▸ TASK OBJECTIVE:
Determine how many lines in the records hold "Hall", then give that number by itself.

(DATA PROVIDED Opens)

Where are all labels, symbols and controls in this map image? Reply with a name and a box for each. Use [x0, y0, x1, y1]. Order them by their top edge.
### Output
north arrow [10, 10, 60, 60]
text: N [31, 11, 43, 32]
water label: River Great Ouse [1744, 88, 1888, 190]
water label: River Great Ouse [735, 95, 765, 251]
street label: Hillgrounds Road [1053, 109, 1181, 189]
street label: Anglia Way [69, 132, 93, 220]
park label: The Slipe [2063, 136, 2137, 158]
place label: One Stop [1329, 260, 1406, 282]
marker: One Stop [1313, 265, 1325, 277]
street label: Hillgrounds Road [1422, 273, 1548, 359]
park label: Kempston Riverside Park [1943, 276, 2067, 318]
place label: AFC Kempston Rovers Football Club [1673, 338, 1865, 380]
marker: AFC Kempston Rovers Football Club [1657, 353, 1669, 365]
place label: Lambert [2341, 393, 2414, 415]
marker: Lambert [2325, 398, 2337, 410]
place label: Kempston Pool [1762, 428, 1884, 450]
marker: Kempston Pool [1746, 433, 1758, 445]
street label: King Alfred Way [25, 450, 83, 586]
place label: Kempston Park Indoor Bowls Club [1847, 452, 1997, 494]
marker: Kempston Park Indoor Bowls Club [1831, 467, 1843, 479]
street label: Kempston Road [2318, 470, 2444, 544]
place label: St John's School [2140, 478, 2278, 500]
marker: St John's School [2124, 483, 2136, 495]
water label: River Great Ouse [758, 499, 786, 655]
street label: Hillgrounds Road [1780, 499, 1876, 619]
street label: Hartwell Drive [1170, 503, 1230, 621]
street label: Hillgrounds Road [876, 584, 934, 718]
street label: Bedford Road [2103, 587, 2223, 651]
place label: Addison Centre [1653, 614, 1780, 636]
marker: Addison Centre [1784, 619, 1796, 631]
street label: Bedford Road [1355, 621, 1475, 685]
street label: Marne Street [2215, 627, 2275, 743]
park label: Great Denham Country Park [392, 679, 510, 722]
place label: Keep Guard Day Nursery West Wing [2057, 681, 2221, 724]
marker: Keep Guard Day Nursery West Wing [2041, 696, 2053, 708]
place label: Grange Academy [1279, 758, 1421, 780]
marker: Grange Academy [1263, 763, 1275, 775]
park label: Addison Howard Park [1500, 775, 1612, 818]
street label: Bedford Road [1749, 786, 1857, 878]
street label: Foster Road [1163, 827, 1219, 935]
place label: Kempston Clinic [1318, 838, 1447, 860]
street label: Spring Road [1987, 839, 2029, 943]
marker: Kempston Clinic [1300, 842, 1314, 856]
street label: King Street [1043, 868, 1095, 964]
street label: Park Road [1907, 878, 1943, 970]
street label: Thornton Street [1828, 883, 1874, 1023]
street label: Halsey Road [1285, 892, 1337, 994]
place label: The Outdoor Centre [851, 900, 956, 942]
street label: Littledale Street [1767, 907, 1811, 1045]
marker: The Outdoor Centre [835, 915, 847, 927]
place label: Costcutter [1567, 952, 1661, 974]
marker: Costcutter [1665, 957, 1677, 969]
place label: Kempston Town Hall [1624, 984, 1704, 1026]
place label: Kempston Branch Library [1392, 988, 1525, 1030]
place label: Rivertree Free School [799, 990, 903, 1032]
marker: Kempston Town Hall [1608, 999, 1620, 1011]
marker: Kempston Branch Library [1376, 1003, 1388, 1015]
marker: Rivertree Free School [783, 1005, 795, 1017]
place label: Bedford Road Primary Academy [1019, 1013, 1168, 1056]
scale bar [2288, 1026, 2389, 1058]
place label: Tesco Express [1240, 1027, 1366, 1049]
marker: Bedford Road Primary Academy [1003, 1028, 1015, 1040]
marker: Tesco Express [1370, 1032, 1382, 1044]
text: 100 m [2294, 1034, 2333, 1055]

(DATA PROVIDED Closes)

▸ EXERCISE SOLUTION:
2